October is the height of the hurricane season in the United States, of which we mostly get just the tail-ends (1987 excepted). Humankind over the millennia has afforded the powers of nature divine influence. The Ancient Greek pantheon had Zeus hurling thunderbolts, Poseidon stirring up storms at sea and Aeolus, with his windbag. These controllers of the most powerful forces of physical nature were worshipped and bargained with.

The most powerful metaphysical force we can experience is the power of love. Christians believe that the divine nature is a trinity of persons in an interdependent loving relationship. They invite us to share that love and enfold each other into it. Not three Gods, but one, whose persons are often called the ‘Father’, who created the universe by speaking it into being through the ‘Word’, or ‘Son’, whom we know as Jesus, effected through the power of the Holy Spirit. God’s essence is love. As we allow ourselves to engage with him, through prayer, reading the Bible and marvelling at nature, we may find our lives enhanced, with a renewed sense of purpose and care for our fellow human beings.

William Shakespeare’s sonnet on love between two people describes how it is more valuable and durable than any physical phenomenon.

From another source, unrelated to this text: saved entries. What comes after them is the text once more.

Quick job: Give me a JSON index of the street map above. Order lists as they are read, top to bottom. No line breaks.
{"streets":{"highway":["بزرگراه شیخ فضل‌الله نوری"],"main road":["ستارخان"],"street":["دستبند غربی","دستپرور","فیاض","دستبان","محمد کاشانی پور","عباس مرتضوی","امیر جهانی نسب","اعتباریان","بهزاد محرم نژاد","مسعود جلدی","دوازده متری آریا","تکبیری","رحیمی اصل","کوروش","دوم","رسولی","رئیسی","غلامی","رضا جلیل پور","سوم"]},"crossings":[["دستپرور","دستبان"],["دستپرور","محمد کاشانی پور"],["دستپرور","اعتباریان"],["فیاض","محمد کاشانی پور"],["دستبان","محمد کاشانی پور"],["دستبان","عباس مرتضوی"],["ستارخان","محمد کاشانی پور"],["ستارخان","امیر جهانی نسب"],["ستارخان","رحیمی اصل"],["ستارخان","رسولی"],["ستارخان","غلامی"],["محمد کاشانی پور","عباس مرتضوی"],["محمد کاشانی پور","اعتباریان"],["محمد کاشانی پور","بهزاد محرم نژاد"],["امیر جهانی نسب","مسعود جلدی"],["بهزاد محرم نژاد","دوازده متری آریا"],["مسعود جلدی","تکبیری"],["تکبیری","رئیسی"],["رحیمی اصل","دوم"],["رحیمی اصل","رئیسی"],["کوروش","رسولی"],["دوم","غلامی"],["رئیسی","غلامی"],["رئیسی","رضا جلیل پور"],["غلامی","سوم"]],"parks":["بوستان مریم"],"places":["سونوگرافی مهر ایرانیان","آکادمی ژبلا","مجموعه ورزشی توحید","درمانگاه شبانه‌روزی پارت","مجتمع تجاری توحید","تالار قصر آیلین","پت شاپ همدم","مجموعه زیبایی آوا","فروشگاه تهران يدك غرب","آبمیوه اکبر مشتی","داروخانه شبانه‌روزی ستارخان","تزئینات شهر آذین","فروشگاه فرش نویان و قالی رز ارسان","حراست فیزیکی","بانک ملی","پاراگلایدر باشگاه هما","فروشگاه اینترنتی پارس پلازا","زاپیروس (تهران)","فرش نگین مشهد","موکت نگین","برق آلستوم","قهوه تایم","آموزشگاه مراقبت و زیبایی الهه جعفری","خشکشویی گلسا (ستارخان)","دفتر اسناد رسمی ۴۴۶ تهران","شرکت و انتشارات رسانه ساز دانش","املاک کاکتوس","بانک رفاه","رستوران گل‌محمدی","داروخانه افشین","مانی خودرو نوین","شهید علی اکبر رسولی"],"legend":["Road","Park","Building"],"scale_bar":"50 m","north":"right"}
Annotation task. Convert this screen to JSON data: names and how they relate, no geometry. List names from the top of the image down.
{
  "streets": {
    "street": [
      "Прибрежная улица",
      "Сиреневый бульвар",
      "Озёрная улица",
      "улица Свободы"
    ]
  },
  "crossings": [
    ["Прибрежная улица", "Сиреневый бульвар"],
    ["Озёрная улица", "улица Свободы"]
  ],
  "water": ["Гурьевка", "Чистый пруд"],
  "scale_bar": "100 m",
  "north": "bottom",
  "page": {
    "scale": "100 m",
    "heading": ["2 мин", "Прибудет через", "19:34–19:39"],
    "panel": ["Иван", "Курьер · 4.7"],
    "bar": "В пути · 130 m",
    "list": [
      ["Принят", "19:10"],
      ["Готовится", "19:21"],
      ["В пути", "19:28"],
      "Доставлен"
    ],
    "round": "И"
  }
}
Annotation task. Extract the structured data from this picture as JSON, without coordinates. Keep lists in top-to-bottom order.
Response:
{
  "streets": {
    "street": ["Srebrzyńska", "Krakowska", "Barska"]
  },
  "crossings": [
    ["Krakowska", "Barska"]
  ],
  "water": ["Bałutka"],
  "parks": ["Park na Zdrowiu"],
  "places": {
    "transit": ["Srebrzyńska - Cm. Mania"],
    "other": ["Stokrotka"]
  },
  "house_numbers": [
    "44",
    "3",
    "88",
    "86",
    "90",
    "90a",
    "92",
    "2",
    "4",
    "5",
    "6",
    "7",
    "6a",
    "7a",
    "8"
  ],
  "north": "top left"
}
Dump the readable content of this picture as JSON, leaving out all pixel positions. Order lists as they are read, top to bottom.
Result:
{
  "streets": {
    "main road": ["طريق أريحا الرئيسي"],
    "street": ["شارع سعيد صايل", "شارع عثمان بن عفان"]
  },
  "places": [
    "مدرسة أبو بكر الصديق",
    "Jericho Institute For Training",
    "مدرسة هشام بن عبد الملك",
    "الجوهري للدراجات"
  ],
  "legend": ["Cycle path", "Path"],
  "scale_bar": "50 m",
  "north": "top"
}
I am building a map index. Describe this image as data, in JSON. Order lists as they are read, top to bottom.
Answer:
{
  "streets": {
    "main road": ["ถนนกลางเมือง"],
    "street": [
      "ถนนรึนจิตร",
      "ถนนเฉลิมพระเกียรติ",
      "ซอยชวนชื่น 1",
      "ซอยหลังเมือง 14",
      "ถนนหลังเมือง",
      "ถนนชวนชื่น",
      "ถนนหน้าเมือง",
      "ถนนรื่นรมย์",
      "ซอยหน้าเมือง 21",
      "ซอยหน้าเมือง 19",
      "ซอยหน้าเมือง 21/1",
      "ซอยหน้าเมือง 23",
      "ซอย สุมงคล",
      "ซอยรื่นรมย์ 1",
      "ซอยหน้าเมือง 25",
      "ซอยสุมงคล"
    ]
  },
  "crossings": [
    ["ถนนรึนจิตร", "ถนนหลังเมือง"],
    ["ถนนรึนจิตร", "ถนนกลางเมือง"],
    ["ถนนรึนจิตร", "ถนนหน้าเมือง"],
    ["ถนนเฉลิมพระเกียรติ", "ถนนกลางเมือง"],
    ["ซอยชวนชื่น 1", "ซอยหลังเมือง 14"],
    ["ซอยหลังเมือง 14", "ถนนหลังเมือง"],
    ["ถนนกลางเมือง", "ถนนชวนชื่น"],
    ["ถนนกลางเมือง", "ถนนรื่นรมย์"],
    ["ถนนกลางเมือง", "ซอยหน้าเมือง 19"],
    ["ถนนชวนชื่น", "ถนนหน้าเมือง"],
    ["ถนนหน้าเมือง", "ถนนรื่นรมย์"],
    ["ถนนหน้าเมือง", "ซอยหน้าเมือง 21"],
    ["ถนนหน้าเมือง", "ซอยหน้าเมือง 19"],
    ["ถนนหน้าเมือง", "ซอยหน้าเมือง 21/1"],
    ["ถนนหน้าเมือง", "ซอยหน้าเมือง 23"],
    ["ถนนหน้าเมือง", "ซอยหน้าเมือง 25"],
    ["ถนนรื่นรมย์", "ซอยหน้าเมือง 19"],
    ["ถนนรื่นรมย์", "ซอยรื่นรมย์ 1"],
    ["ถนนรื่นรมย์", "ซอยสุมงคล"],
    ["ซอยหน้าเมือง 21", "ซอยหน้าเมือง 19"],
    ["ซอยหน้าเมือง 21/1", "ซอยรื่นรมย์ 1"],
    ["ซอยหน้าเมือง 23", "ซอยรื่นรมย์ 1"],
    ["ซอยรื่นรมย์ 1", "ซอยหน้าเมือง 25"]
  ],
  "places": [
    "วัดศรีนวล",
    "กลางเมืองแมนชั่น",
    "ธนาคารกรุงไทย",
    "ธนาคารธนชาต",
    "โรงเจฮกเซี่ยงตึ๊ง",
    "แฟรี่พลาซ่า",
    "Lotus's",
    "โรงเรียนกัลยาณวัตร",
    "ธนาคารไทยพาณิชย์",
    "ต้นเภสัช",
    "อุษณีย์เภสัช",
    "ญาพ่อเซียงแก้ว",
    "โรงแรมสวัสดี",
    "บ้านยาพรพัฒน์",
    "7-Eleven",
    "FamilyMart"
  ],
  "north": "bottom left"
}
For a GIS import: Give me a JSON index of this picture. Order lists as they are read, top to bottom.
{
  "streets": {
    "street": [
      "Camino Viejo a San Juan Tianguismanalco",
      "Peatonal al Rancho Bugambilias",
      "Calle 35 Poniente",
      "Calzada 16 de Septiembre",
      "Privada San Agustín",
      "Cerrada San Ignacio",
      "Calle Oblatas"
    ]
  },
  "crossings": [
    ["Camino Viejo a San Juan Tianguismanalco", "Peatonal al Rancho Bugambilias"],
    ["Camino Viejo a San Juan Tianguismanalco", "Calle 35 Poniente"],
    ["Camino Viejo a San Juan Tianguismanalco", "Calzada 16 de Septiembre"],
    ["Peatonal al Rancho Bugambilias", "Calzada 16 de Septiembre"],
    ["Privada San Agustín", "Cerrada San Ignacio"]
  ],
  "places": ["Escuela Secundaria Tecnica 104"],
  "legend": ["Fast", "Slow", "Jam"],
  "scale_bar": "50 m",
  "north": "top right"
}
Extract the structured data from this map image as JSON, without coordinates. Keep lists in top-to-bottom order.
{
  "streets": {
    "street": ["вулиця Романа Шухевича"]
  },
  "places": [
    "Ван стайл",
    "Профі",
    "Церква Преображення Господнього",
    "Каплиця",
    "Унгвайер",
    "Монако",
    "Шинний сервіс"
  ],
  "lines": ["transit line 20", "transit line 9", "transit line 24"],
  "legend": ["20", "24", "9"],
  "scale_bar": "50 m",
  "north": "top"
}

Let me not to the marriage of true minds
Admit impediments. Love is not love
Which alters when it alteration finds,
Or bends with the remover to remove:
O, no! it is an ever-fixed mark,
That looks on tempests and is never shaken;
It is the star to every wand’ring bark,
Whose worth’s unknown, although his height be taken.
Love’s not time’s fool, though rosy lips and cheeks
Within his bending sickle’s compass come;
Love alters not with his brief hours and weeks,
But bears it out even to the edge of doom:
If this be error and upon me proved,
I never writ, nor no man ever loved.